> [Records supplied]
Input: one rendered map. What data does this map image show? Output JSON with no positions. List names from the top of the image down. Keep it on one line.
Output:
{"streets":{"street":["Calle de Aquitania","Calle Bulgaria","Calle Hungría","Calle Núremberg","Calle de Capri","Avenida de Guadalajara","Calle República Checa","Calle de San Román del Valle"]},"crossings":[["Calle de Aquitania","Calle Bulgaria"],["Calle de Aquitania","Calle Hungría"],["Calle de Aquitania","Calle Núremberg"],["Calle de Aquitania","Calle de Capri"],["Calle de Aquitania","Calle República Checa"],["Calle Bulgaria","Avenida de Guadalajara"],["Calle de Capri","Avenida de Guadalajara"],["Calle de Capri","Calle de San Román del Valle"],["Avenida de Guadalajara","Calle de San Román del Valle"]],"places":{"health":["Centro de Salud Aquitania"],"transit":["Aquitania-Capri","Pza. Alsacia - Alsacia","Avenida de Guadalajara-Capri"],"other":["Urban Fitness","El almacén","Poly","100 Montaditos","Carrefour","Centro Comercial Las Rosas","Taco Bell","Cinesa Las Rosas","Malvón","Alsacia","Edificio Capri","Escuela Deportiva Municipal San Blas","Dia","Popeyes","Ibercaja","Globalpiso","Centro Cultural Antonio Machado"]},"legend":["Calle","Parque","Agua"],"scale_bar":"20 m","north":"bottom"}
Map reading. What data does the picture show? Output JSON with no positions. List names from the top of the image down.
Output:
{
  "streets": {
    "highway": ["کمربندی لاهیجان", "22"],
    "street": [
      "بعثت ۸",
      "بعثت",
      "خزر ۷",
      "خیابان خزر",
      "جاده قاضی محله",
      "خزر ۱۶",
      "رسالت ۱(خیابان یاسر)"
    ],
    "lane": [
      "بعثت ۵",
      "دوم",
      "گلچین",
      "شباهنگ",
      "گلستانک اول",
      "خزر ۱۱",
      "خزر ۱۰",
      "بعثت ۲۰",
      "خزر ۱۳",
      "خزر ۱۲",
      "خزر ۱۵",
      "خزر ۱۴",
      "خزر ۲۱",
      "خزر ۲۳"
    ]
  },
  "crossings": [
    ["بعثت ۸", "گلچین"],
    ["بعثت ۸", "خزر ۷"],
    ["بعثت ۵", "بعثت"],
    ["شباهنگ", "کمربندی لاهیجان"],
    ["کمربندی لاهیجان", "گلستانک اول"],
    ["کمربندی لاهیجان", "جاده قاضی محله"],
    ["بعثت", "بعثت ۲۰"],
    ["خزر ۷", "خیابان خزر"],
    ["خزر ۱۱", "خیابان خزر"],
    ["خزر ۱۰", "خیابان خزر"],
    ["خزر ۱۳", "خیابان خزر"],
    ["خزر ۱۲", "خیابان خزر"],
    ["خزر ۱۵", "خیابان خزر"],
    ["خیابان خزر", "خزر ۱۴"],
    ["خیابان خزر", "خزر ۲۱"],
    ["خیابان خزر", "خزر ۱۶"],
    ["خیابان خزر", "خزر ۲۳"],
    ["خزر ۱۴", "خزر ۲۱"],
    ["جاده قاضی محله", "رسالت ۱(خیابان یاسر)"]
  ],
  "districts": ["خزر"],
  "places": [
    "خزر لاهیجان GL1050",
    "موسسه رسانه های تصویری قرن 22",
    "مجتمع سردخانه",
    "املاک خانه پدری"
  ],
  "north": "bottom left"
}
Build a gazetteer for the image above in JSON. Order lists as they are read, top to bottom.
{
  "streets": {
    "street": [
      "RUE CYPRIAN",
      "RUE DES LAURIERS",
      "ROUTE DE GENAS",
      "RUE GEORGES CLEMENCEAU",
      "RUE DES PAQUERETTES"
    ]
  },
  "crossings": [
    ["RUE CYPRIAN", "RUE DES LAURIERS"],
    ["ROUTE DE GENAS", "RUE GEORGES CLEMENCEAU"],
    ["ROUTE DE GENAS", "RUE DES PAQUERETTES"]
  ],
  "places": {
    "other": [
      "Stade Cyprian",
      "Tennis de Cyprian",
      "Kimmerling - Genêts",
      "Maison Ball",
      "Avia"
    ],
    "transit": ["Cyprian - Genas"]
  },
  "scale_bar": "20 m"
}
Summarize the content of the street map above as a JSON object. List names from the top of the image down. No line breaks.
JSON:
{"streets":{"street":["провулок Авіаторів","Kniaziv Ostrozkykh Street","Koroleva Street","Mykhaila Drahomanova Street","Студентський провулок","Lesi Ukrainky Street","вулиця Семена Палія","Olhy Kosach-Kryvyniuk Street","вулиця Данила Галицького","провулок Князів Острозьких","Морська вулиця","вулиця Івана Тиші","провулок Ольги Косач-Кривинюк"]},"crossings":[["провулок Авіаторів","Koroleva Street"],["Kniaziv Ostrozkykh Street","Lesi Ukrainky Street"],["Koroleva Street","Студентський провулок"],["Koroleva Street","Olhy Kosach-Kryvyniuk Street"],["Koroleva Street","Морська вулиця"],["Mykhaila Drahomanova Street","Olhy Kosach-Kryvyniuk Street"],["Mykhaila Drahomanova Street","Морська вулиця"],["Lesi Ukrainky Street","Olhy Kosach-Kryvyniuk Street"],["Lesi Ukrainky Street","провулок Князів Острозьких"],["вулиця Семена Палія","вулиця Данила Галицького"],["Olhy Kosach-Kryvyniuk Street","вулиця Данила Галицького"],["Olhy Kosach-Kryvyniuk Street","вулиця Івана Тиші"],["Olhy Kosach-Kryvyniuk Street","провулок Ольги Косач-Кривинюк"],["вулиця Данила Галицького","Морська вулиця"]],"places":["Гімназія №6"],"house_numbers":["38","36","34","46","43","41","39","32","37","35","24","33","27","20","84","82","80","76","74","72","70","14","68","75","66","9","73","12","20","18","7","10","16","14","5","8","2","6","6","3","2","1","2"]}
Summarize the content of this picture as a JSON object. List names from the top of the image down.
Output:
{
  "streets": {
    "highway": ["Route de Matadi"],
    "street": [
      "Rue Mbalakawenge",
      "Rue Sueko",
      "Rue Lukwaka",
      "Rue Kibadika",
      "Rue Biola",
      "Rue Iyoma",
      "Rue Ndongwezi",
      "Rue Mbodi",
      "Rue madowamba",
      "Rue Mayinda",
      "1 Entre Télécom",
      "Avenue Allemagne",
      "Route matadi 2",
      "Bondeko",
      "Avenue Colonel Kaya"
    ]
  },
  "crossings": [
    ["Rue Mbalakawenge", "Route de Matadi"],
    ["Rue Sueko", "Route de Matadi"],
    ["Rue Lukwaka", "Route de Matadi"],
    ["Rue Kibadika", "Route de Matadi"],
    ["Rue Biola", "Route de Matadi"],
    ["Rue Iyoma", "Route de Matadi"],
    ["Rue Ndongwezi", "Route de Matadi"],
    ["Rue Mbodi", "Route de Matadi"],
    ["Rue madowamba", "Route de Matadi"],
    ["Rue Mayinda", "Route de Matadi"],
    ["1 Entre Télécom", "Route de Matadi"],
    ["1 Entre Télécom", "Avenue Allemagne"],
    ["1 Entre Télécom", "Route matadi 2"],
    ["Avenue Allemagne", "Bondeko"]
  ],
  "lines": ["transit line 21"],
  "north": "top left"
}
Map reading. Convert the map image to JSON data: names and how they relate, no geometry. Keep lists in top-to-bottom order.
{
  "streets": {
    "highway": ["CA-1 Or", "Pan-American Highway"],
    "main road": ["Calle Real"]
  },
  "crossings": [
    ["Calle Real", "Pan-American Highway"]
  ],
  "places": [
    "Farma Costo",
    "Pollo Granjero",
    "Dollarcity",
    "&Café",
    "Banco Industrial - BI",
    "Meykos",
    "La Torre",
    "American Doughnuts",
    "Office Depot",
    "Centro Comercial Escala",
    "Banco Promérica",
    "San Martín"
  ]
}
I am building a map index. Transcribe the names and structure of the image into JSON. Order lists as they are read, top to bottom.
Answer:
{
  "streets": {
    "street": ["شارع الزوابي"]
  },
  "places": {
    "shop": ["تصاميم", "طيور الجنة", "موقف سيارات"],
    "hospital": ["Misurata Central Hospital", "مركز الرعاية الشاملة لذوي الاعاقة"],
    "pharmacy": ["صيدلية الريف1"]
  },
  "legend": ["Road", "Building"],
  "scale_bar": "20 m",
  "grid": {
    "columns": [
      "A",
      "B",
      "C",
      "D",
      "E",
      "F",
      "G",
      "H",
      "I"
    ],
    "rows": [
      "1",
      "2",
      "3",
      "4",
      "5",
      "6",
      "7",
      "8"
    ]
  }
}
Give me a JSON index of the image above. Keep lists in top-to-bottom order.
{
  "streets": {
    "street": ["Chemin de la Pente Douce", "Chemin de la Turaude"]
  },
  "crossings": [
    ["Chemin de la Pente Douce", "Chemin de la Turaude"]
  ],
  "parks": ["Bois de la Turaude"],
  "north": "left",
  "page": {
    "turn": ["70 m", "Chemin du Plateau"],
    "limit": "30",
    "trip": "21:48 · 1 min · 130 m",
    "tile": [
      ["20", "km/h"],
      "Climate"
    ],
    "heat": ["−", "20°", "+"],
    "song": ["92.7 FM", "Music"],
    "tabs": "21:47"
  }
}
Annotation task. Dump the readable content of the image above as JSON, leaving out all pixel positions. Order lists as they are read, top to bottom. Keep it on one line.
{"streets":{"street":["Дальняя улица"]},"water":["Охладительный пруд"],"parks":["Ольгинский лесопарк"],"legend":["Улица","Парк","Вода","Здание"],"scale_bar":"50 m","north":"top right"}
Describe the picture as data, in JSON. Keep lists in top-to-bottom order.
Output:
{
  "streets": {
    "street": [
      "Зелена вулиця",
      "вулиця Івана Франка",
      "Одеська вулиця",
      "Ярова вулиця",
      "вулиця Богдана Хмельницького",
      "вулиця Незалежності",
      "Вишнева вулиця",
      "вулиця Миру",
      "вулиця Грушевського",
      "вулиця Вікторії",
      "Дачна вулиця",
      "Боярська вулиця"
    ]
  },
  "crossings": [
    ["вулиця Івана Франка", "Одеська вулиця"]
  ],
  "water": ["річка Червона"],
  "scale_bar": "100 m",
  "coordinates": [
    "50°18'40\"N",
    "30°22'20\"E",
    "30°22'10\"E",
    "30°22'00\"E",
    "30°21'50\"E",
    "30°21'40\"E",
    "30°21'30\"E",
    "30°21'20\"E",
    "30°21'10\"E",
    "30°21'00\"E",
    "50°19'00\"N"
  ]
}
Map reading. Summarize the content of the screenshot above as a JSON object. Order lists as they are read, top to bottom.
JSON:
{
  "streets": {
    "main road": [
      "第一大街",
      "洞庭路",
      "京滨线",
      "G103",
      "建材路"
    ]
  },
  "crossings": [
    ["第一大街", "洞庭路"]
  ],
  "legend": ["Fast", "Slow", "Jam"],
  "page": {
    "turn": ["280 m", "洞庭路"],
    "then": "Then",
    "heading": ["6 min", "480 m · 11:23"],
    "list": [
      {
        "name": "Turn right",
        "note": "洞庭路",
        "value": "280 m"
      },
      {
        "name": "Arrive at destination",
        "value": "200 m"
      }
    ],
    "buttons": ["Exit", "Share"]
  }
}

> [Your assignment] Extract from the records above the lines from the one containing "Summarize the content of this" to the one containing "I am building", both lines included, exactly as they appear and with nothing else.

> [Written reply]
Summarize the content of this picture as a JSON object. List names from the top of the image down.
Output:
{
  "streets": {
    "highway": ["Route de Matadi"],
    "street": [
      "Rue Mbalakawenge",
      "Rue Sueko",
      "Rue Lukwaka",
      "Rue Kibadika",
      "Rue Biola",
      "Rue Iyoma",
      "Rue Ndongwezi",
      "Rue Mbodi",
      "Rue madowamba",
      "Rue Mayinda",
      "1 Entre Télécom",
      "Avenue Allemagne",
      "Route matadi 2",
      "Bondeko",
      "Avenue Colonel Kaya"
    ]
  },
  "crossings": [
    ["Rue Mbalakawenge", "Route de Matadi"],
    ["Rue Sueko", "Route de Matadi"],
    ["Rue Lukwaka", "Route de Matadi"],
    ["Rue Kibadika", "Route de Matadi"],
    ["Rue Biola", "Route de Matadi"],
    ["Rue Iyoma", "Route de Matadi"],
    ["Rue Ndongwezi", "Route de Matadi"],
    ["Rue Mbodi", "Route de Matadi"],
    ["Rue madowamba", "Route de Matadi"],
    ["Rue Mayinda", "Route de Matadi"],
    ["1 Entre Télécom", "Route de Matadi"],
    ["1 Entre Télécom", "Avenue Allemagne"],
    ["1 Entre Télécom", "Route matadi 2"],
    ["Avenue Allemagne", "Bondeko"]
  ],
  "lines": ["transit line 21"],
  "north": "top left"
}
Map reading. Convert the map image to JSON data: names and how they relate, no geometry. Keep lists in top-to-bottom order.
{
  "streets": {
    "highway": ["CA-1 Or", "Pan-American Highway"],
    "main road": ["Calle Real"]
  },
  "crossings": [
    ["Calle Real", "Pan-American Highway"]
  ],
  "places": [
    "Farma Costo",
    "Pollo Granjero",
    "Dollarcity",
    "&Café",
    "Banco Industrial - BI",
    "Meykos",
    "La Torre",
    "American Doughnuts",
    "Office Depot",
    "Centro Comercial Escala",
    "Banco Promérica",
    "San Martín"
  ]
}
I am building a map index. Transcribe the names and structure of the image into JSON. Order lists as they are read, top to bottom.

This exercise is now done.